Intellectual Property Right

Intellectual Property Right Possible ecological risks and Ethical concern

  • Intellectual property rights are the rights given to persons over the creations of their minds. 
  • They usually give the creator an exclusive right over the use of his/her creation for a certain period of time. 
  • Intellectual property rights are customarily divided into two main areas. 
  • Copyright and rights related to copyright.
  • The rights of authors of literary and artistic works, such as books and other writings, musical compositions, paintings, sculpture, computer programs and films are protected by copyright, for a minimum period of 50 years after the death of the author. 
  • Another is Industrial property can usefully be divided into two main areas: 
  • One area can be characterized as the protection of distinctive signs, in particular trademarks which distinguish the goods or services of one undertaking from those of other undertakings and geographical indications which identify a good as originating in a place where a given characteristic of the good is essentially attributable to its geographical origin.

History

  • The Statute of Anne came into force in 1710. 
  • Modern usage of the term intellectual property goes back at least as far as 1867 with the founding of the North German Confederation whose constitution granted legislative power over the protection of intellectual property to the confederation.
  • When the administrative secretariats established by the Paris Convention (1883) and the Berne Convention (1886) merged in 1893, they located in Berne, and also adopted the term intellectual property in their new combined title, the United International Bureau for the Protection of Intellectual Property. 
  • The organization subsequently relocated to Geneva in 1960, and was succeeded in 1967 with the establishment of the World Intellectual Property Organization (WIPO) by treaty as an agency of the United Nations. 
  • According to Lemley, it was only at this point that the term really began to be used in the United States and it did not enter popular usage until passage of the Bayh-Dole Act in 1980.
  • Moreover, the term intellectual property can be found used in an October 1845 Massachusetts Circuit Court ruling in the patent case Davoll et al. v.
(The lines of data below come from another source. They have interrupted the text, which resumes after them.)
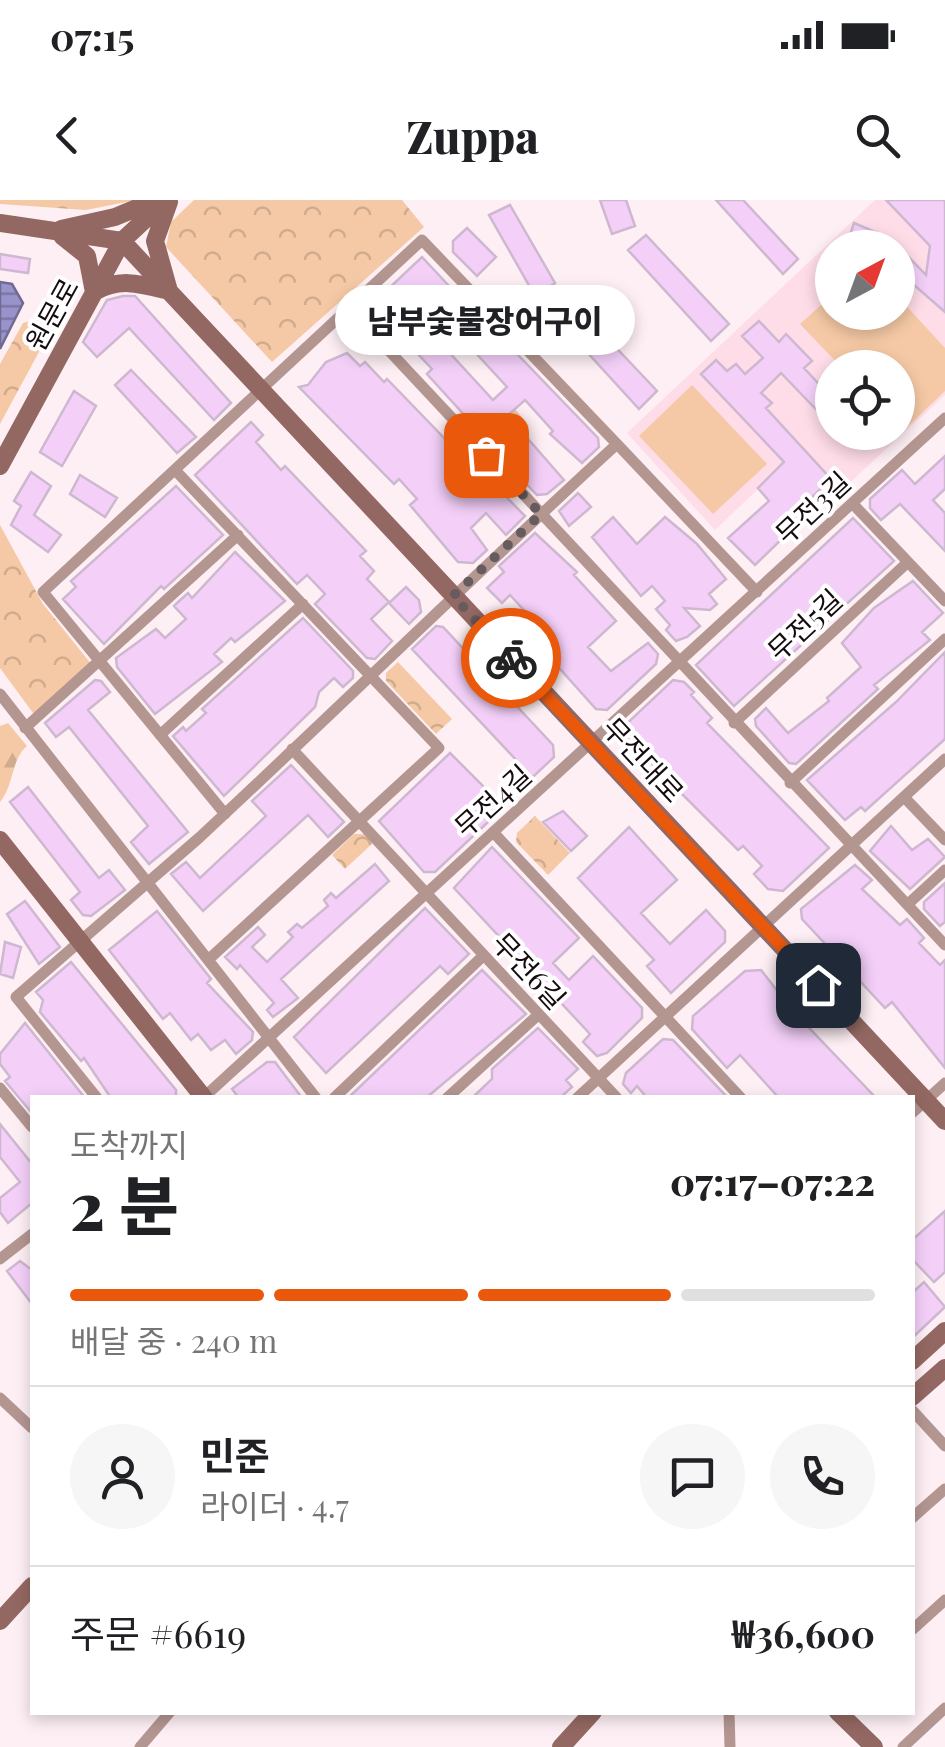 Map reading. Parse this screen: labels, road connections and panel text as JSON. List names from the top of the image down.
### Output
{
  "streets": {
    "street": [
      "원문로",
      "무전3길",
      "무전5길",
      "무전대로",
      "무전4길",
      "무전6길"
    ]
  },
  "crossings": [
    ["원문로", "무전대로"],
    ["무전3길", "무전대로"],
    ["무전3길", "무전4길"],
    ["무전대로", "무전4길"],
    ["무전4길", "무전6길"]
  ],
  "places": ["남부숯불장어구이"],
  "north": "top right",
  "page": {
    "status": "07:15",
    "header": "Zuppa",
    "bubble": "남부숯불장어구이",
    "heading": ["2 분", "도착까지", "07:17–07:22"],
    "panel": [
      "민준",
      "라이더 · 4.7",
      "주문 #6619",
      "₩36,600"
    ],
    "bar": "배달 중 · 240 m"
  }
} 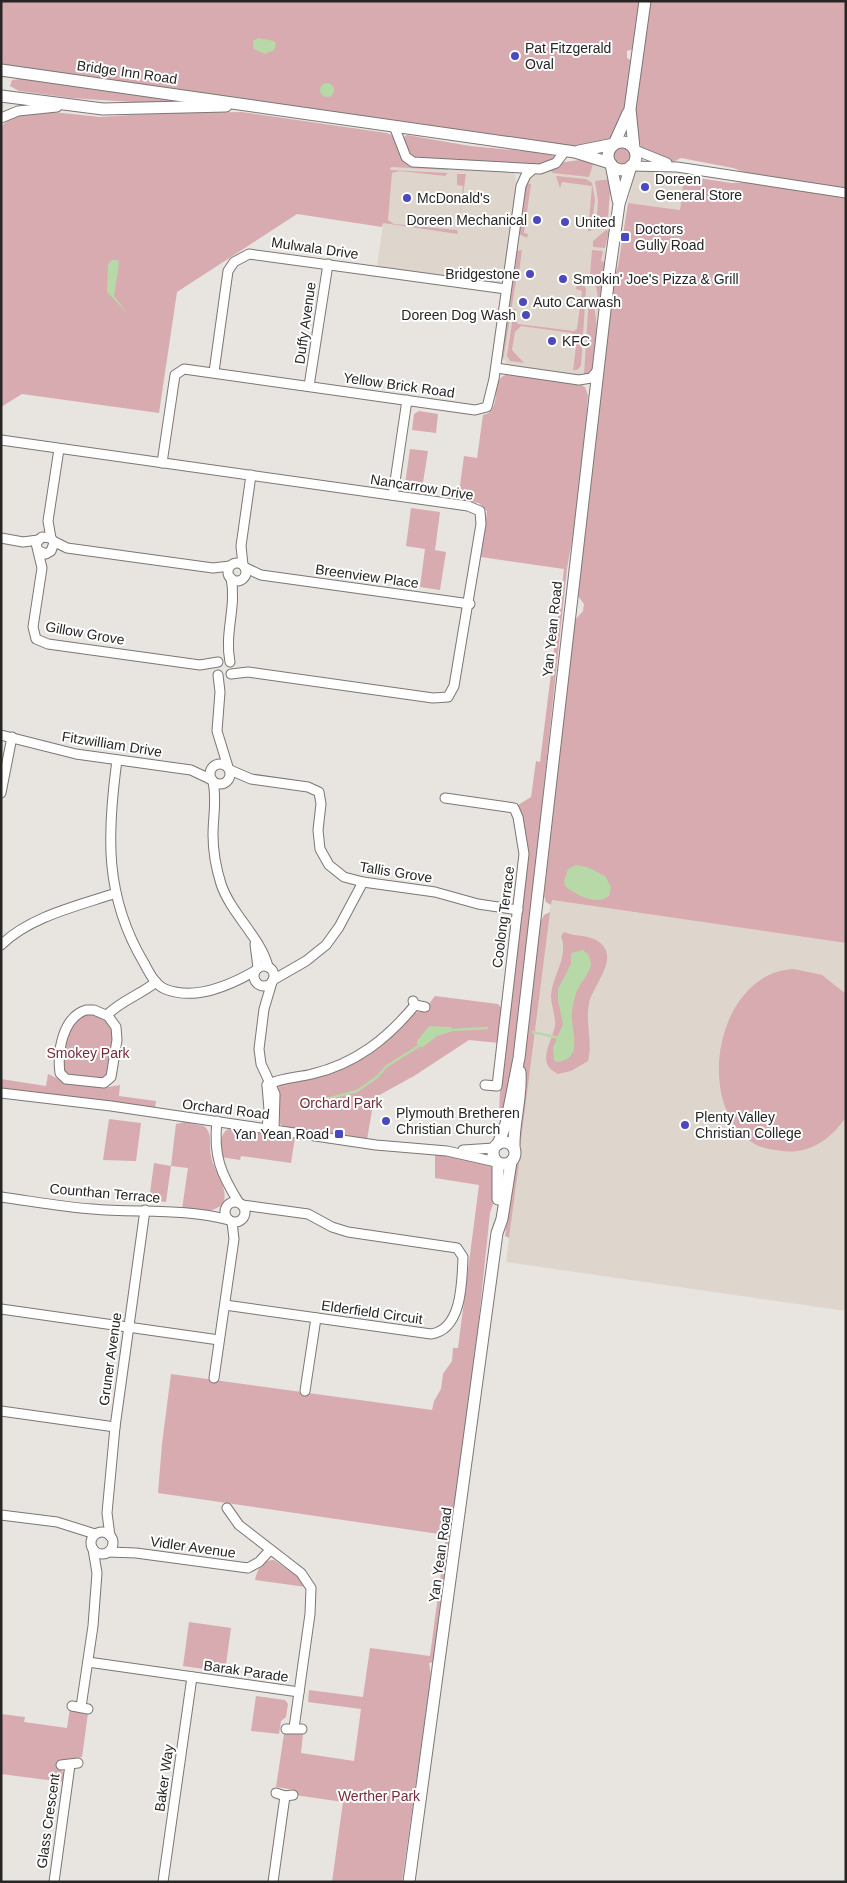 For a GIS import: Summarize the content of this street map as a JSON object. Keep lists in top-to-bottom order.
{
  "streets": {
    "main road": ["Bridge Inn Road", "Yan Yean Road"],
    "street": [
      "Mulwala Drive",
      "Duffy Avenue",
      "Yellow Brick Road",
      "Nancarrow Drive",
      "Breenview Place",
      "Gillow Grove",
      "Fitzwilliam Drive",
      "Tallis Grove",
      "Coolong Terrace",
      "Orchard Road",
      "Counthan Terrace",
      "Elderfield Circuit",
      "Gruner Avenue",
      "Vidler Avenue",
      "Barak Parade",
      "Baker Way",
      "Glass Crescent"
    ]
  },
  "crossings": [
    ["Bridge Inn Road", "Yellow Brick Road"],
    ["Bridge Inn Road", "Yan Yean Road"],
    ["Mulwala Drive", "Duffy Avenue"],
    ["Mulwala Drive", "Yellow Brick Road"],
    ["Duffy Avenue", "Yellow Brick Road"],
    ["Yellow Brick Road", "Nancarrow Drive"],
    ["Nancarrow Drive", "Breenview Place"],
    ["Nancarrow Drive", "Gillow Grove"],
    ["Breenview Place", "Gillow Grove"],
    ["Yan Yean Road", "Orchard Road"],
    ["Fitzwilliam Drive", "Tallis Grove"],
    ["Tallis Grove", "Coolong Terrace"],
    ["Counthan Terrace", "Elderfield Circuit"],
    ["Counthan Terrace", "Gruner Avenue"],
    ["Gruner Avenue", "Vidler Avenue"],
    ["Vidler Avenue", "Barak Parade"],
    ["Barak Parade", "Baker Way"]
  ],
  "parks": ["Smokey Park", "Orchard Park", "Werther Park"],
  "places": {
    "other": [
      "Pat Fitzgerald Oval",
      "Doreen General Store",
      "McDonald's",
      "Doreen Mechanical",
      "United",
      "Bridgestone",
      "Smokin' Joe's Pizza & Grill",
      "Auto Carwash",
      "Doreen Dog Wash",
      "KFC",
      "Plymouth Bretheren Christian Church",
      "Plenty Valley Christian College"
    ],
    "transit": ["Doctors Gully Road", "Yan Yean Road"]
  }
}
Brown., in which Justice Charles L. Woodbury wrote that “only in this way can we protect intellectual property, the labours of the mind, productions and interests are as much a man’s own…as the wheat he cultivates, or the flocks he rears.”Until recently, the purpose of intellectual property law was to give as little protection possible in order to encourage innovation. 
  • Historically, therefore, they were granted only when they were necessary to encourage invention, limited in time and scope.

Types of Intellectual Property Right

  • Intellectual property rights include patents, copyright, industrial design rights, trademarks, plant variety rights, trade dress, and in some jurisdictions trade secrets.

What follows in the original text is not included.